GitLocker: The Coding Marketplace

Description:

ntqr 0.3.2

Logic tools to make your AI safer

~$: pip install ntqr

:::{figure-md}

The prevalence estimates for the two labels in
a single evaluation using the UCI Adult dataset. The green
triangle is the correct value. "AE" is the exact, error
independent evaluator. "MV" is the majority voting
evaluator.
:::
Evaluation of noisy decision makers in unsupervised settings is a fundamental
safety engineering problem. This library contains the algebraic postulates that
govern any evaluation/grading of noisy binary classifiers/responders.
"Noisy" means that the decision makers (humans, robots, algorithms, etc.) are
not always correct. Using the counts of how often a group/ensemble of them
agreed and disagreed while responding to a finite test, we can infer their
average statistics of correctness.
For a high level, conceptual understanding of what you can do with the
evaluation algorithms and postulates in this package, check out the conceptual
guide. The formalism of NTQR logic is what makes it invaluable for safety
applications. In unsupervised settings, your AI is flying blind when it comes
to assessing itself on unlabeled data. The algorithms in this package allow
you to use a group of classifiers to grade themselves.
All the complicated algebraic geometry computations here are meant to
accomplish only one thing - give you a logically consistent framework for
validating any algorithm that evaluates classifiers on a test that used
unlabeled data. This logical framework has three properties that make it
useful in AI safety applications:

It is universal. The algorithms here apply to any domain. There is no
Out of Distribution (OOD) problem when you use algebraic evaluation because
it does not use any probability theory. By only using summary statistics of
how a group of classifiers labeled a test set, we can treat all classifiers,
whether human or robotic, as black boxes. There are no hyperparameters
to tune or set in NTQR algorithms. If they were, these algorithms could
not claim to be universal.

It is complete.

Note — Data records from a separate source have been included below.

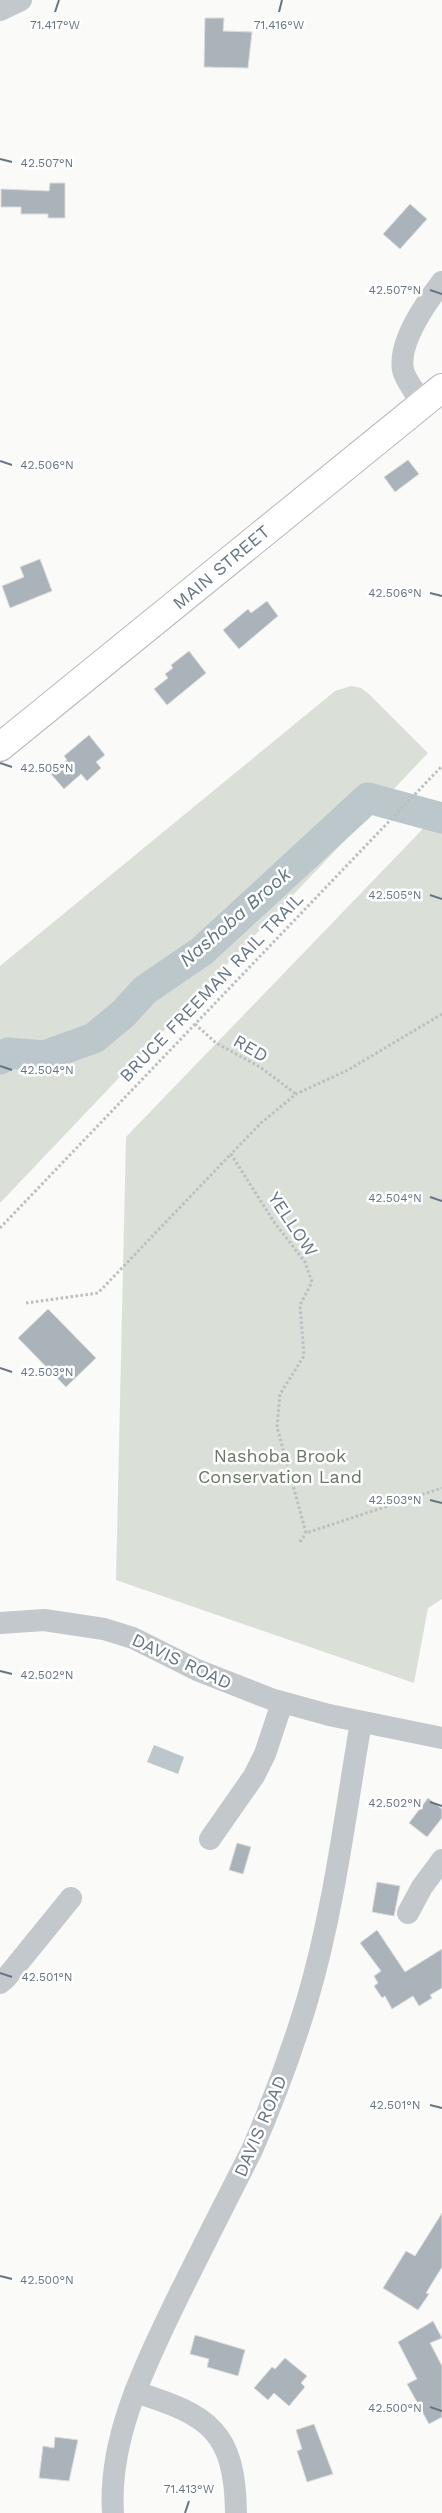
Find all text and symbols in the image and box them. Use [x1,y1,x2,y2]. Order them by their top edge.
text: 71.417°W [30,18,81,32]
text: 71.416°W [254,18,305,32]
text: 42.507°N [21,156,73,170]
text: 42.507°N [369,283,421,297]
text: 42.506°N [20,458,74,472]
street label: MAIN STREET [168,520,274,613]
text: 42.506°N [368,586,422,600]
text: 42.505°N [20,761,74,775]
water label: Nashoba Brook [175,862,296,971]
street label: BRUCE FREEMAN RAIL TRAIL [115,888,307,1086]
text: 42.505°N [368,888,422,902]
street label: RED [230,1030,272,1066]
text: 42.504°N [20,1063,74,1077]
street label: YELLOW [264,1188,322,1260]
text: 42.504°N [368,1191,422,1205]
text: 42.503°N [20,1365,74,1379]
park label: Nashoba Brook Conservation Land [198,1445,362,1487]
text: 42.503°N [368,1493,422,1507]
street label: DAVIS ROAD [129,1629,235,1693]
text: 42.502°N [20,1668,74,1682]
text: 42.502°N [368,1796,422,1810]
text: 42.501°N [22,1970,72,1984]
street label: DAVIS ROAD [229,2072,291,2180]
text: 42.501°N [370,2098,420,2112]
text: 42.500°N [20,2273,74,2287]
text: 42.500°N [368,2401,422,2415]
text: 71.413°W [164,2482,215,2496]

The finite nature of any test given to a group of
binary classifiers means we can guarantee the existence of a complete
set of postulates that must be obeyed during any evaluation. Completeness
is a logical safety shield. It allows us to create theorem provers that
can unequivocably detect violations of the logical consistency of any
grading algorithm. This is demonstrated here by the error-independent
evaluator outputting an irrational number for test ratios that can only
be rationals.

It allows you to create self-alarming evaluation algorithms.
Algebraic evaluation algorithms warn when their assumptions are wrong. This
is the single most important safety feature of algebraic evaluation.
No method that uses representation of the domain or probability theory
can do this. Charles Perrow, the author of "Normal Accidents", said

Unfortunately, most warning systems do not warn us that
they can no longer warn us.

This package aleviates that problem. Algebraic evaluation can detect many
cases where its evaluation assumptions are wrong.

Warning
This library is under heavy development and is presently meant only
for research and educational purposes. AI or any safety engineering is
not solvable by any one tool. These tools are meant to be part of a broader
safety monitoring system and are not meant as standalone solutions.
NTQR algorithms are meant to complement, not supplant, other safety tools.